*Your task*.
Each line below should be repeated exactly as written, with no pictures carried over.

*Dataset excerpts*.
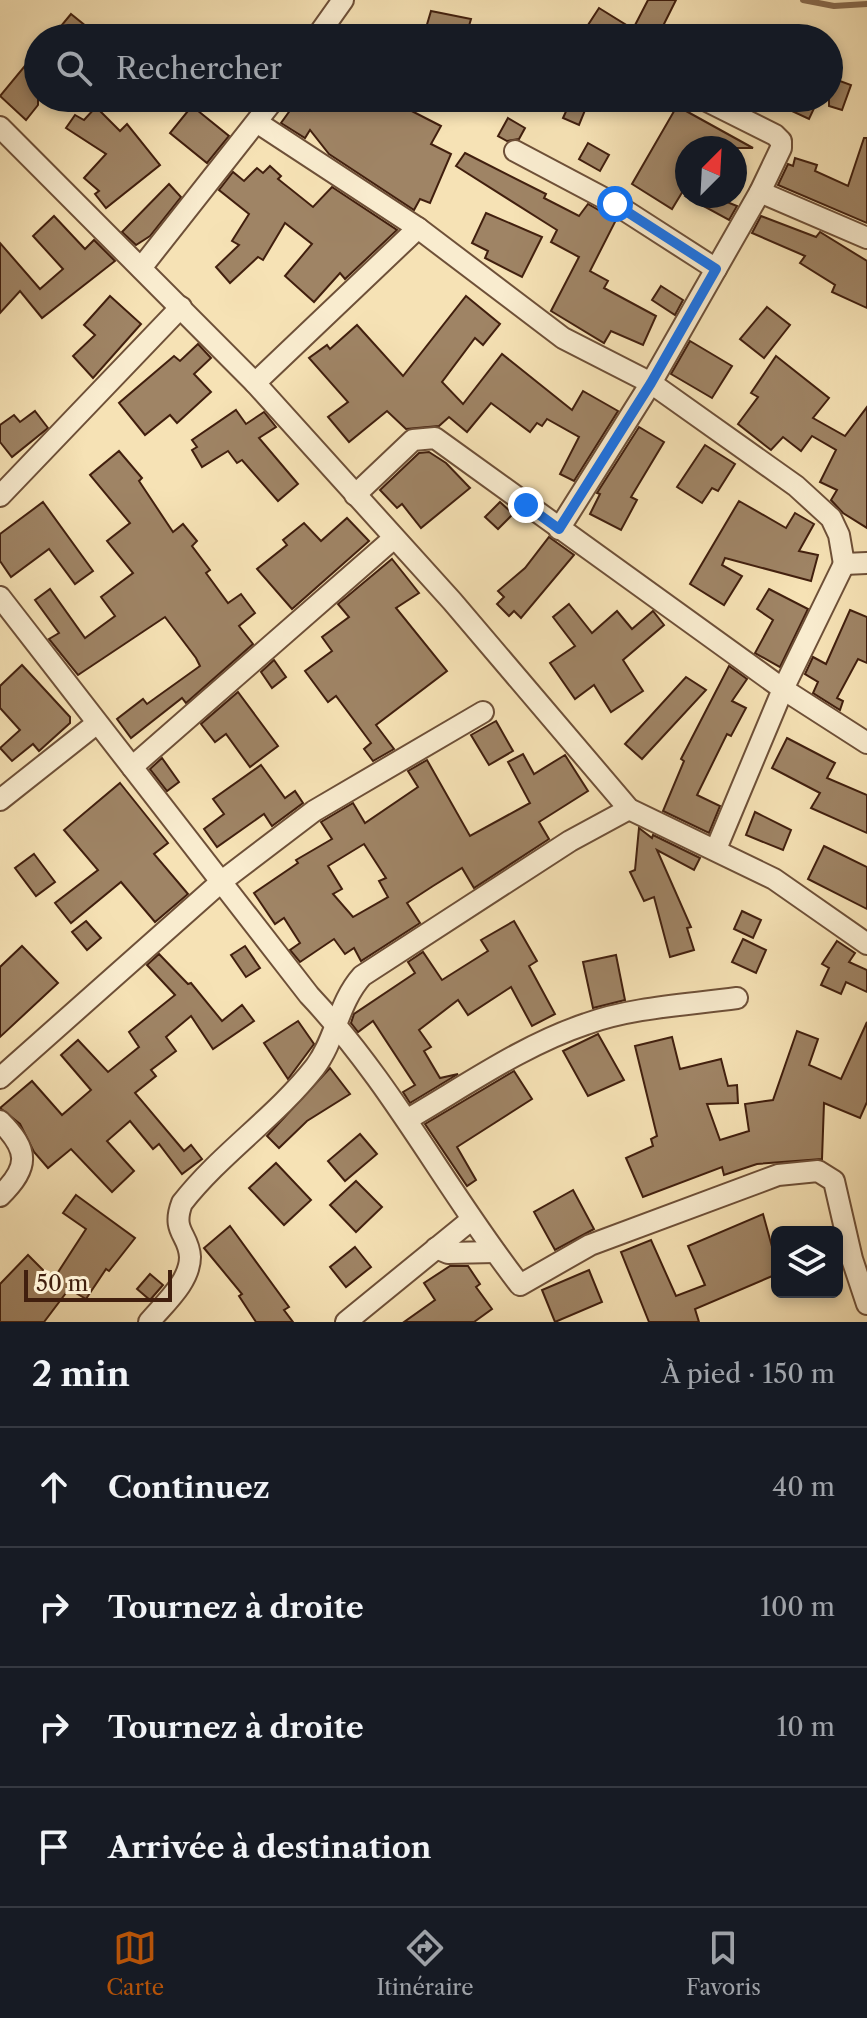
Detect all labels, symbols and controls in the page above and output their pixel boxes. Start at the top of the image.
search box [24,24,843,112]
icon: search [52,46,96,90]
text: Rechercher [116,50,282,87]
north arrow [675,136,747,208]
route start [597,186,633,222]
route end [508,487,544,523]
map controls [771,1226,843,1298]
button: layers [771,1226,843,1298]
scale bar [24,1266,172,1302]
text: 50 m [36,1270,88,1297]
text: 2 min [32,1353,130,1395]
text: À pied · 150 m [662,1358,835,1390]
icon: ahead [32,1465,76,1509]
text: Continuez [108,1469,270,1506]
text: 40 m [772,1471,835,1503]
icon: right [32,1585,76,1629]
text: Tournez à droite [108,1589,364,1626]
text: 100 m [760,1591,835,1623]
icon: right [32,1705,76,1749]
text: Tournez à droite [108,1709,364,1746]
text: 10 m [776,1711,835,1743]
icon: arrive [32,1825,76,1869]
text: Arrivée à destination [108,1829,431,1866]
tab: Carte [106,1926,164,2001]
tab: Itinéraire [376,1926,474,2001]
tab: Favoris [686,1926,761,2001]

*Task response*.
Detect all labels, symbols and controls in the page above and output their pixel boxes. Start at the top of the image.
search box [24,24,843,112]
icon: search [52,46,96,90]
text: Rechercher [116,50,282,87]
north arrow [675,136,747,208]
route start [597,186,633,222]
route end [508,487,544,523]
map controls [771,1226,843,1298]
button: layers [771,1226,843,1298]
scale bar [24,1266,172,1302]
text: 50 m [36,1270,88,1297]
text: 2 min [32,1353,130,1395]
text: À pied · 150 m [662,1358,835,1390]
icon: ahead [32,1465,76,1509]
text: Continuez [108,1469,270,1506]
text: 40 m [772,1471,835,1503]
icon: right [32,1585,76,1629]
text: Tournez à droite [108,1589,364,1626]
text: 100 m [760,1591,835,1623]
icon: right [32,1705,76,1749]
text: Tournez à droite [108,1709,364,1746]
text: 10 m [776,1711,835,1743]
icon: arrive [32,1825,76,1869]
text: Arrivée à destination [108,1829,431,1866]
tab: Carte [106,1926,164,2001]
tab: Itinéraire [376,1926,474,2001]
tab: Favoris [686,1926,761,2001]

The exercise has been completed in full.